The file list need to be modified to be able to contain a hash set attribute. Hashes are used similarly as for files with a TTH attribute (if TTH is the chosen algorithm), but named "hashset". The previously negotiated hash method should be assumed. That means that the Directory element may contain a 'hashset' attribute and the File element may contain a 'hashset' attribute. If file list size is a worrysome matter, simply "set" should be used.
There are various ways a hash set can be created from;
- 1. Selected files' names concatenated.
2. Selected files' names and their absolute paths concatenated (in terms of path in the directory tree of the file list).
3. Selected files' hashes concatenated.
4. Selected files' content concatenated.
5. Random generated data.
6. Combination of above items.
Investigation;
- 1. Likely to be unique with a sufficiently high grade, especially in a high amount of files.
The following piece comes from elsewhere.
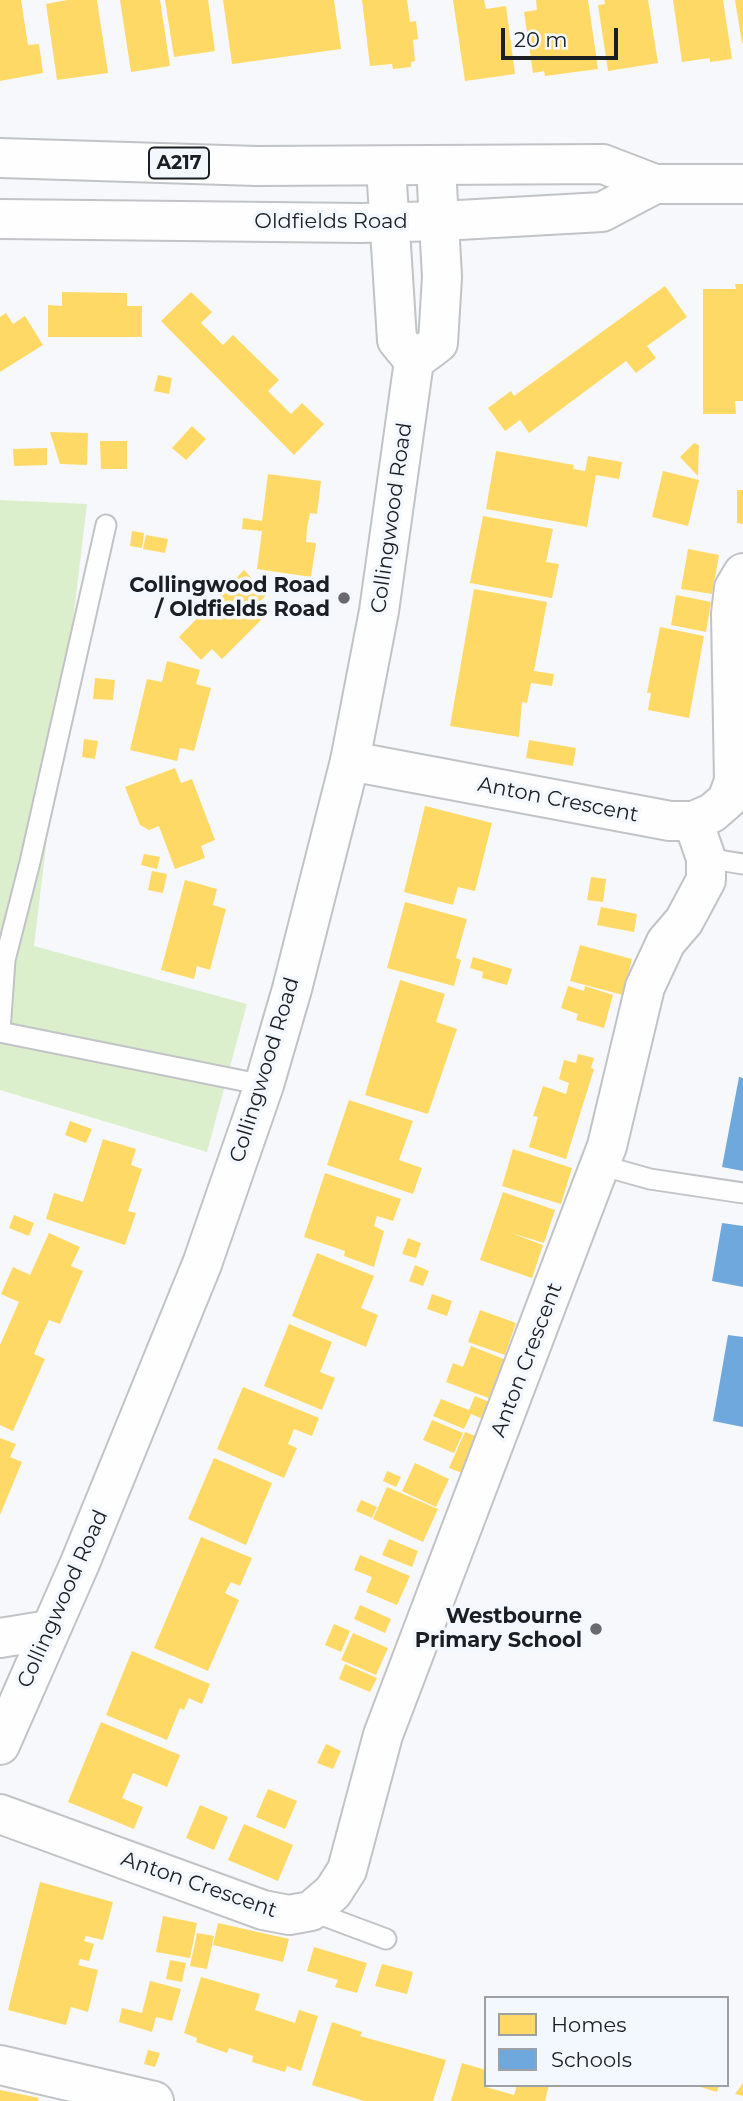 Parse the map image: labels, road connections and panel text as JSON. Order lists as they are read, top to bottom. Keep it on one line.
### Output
{"streets":{"main road":["A217","Oldfields Road","Collingwood Road","Anton Crescent"]},"crossings":[["Collingwood Road","Anton Crescent"]],"places":["Collingwood Road / Oldfields Road","Westbourne Primary School"],"legend":["Homes","Schools"],"scale_bar":"20 m"}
2. While more unique than previous item, it may be inaccurate if two users have the two files "file1.txt" and "file2.txt" if the former have the files at "shared/text" and the other user have the files at "downloaded/text".
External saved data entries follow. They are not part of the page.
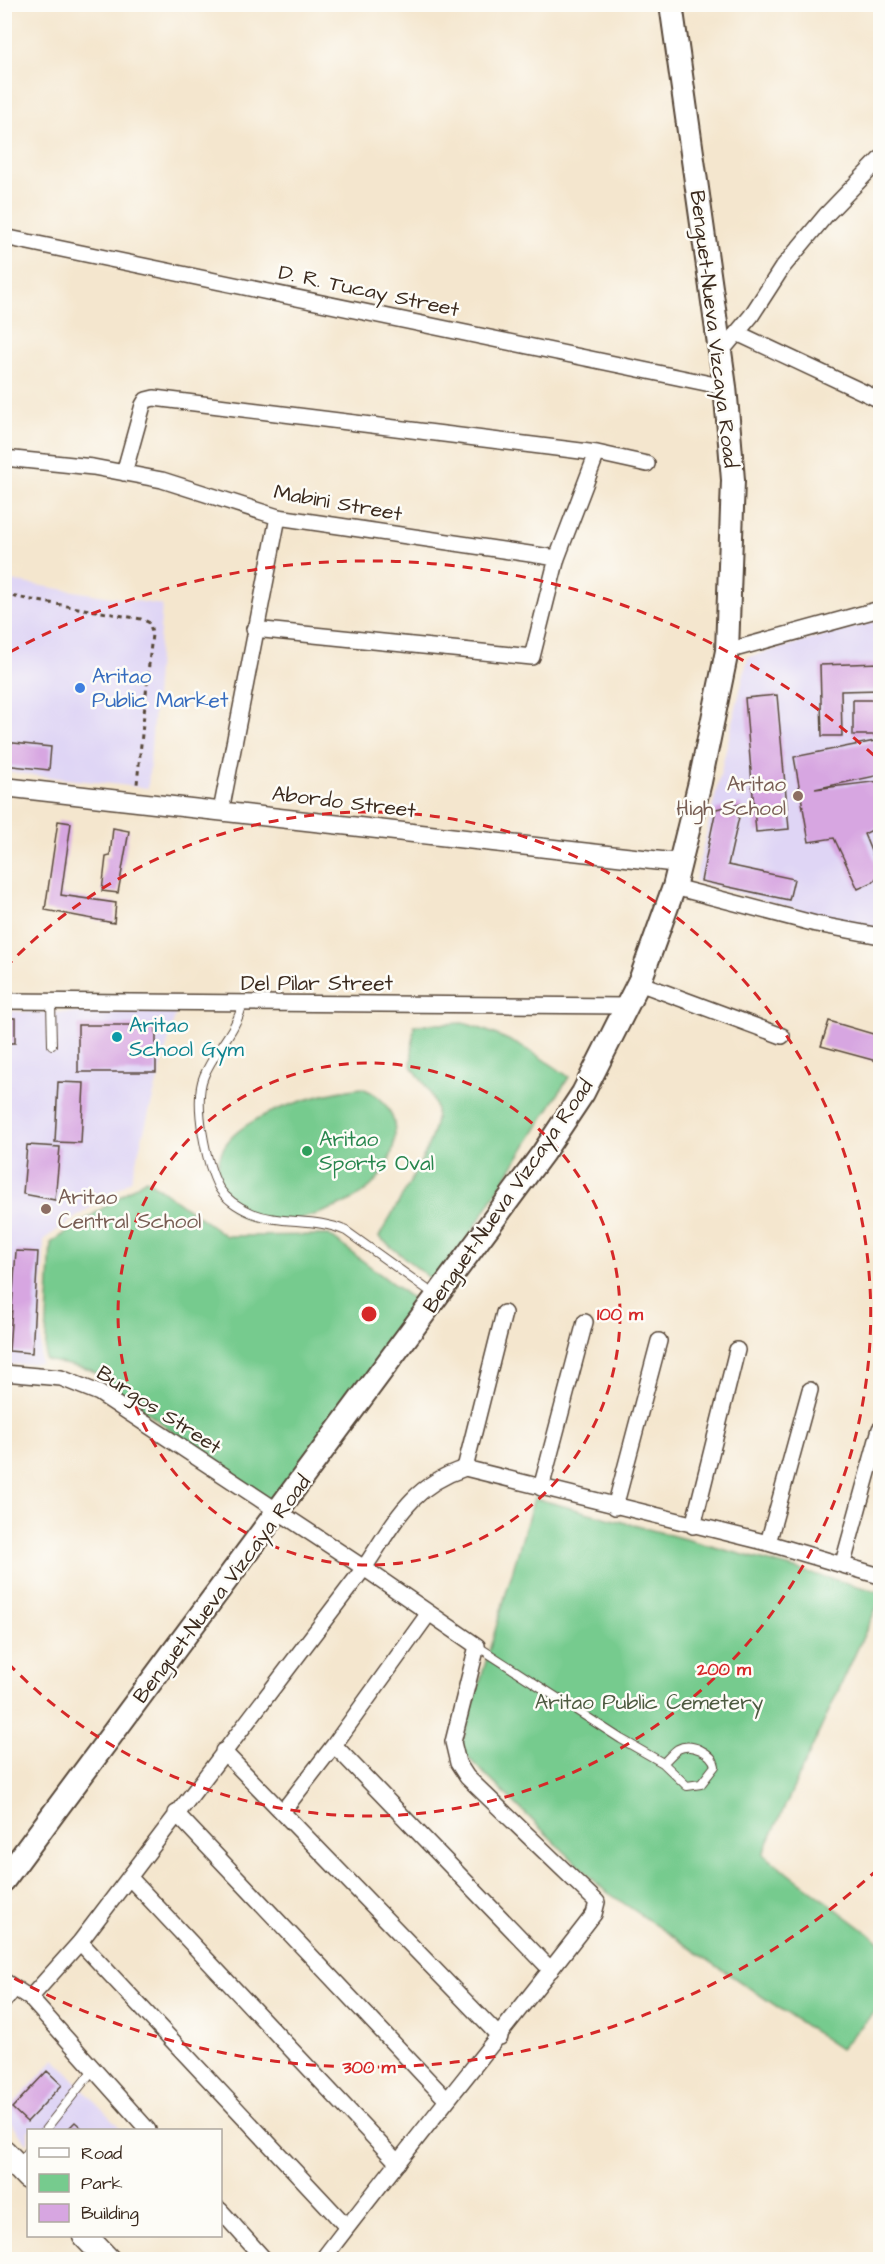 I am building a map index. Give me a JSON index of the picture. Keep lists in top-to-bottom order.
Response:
{
  "streets": {
    "main road": ["Benguet-Nueva Vizcaya Road"],
    "street": [
      "D. R. Tucay Street",
      "Mabini Street",
      "Abordo Street",
      "Del Pilar Street",
      "Burgos Street"
    ]
  },
  "crossings": [
    ["D. R. Tucay Street", "Benguet-Nueva Vizcaya Road"],
    ["Benguet-Nueva Vizcaya Road", "Abordo Street"],
    ["Benguet-Nueva Vizcaya Road", "Del Pilar Street"],
    ["Benguet-Nueva Vizcaya Road", "Burgos Street"]
  ],
  "parks": ["Aritao Public Cemetery"],
  "places": [
    "Aritao Public Market",
    "Aritao High School",
    "Aritao School Gym",
    "Aritao Sports Oval",
    "Aritao Central School"
  ],
  "legend": ["Road", "Park", "Building"],
  "rings": ["100 m", "200 m", "300 m"]
}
3. Likely to be more unique than item 1, as these values are based on the files' content.
4. While likely to be as likely as item 3, not viable to (re-)hash that much content.
5. Not likely to be unique unless a good seed is used. The random range need to be sufficiently large to generate a trustworthy hash.
6. Items 1, 3 and 4 are likely to be similar in their uniqueness (or at least only slighy variations). Therefore, it is unlikely that any combination will yield a better unique hash.
It seems items 1, 3 and 4 are similarly unique. Item 4 is likely not to be used due to its ineffciancy. Choosing between item 1 and 3 should yield a better unique base data when selecting item 3. Therefore;
Selected files' hashes shall be concatenated.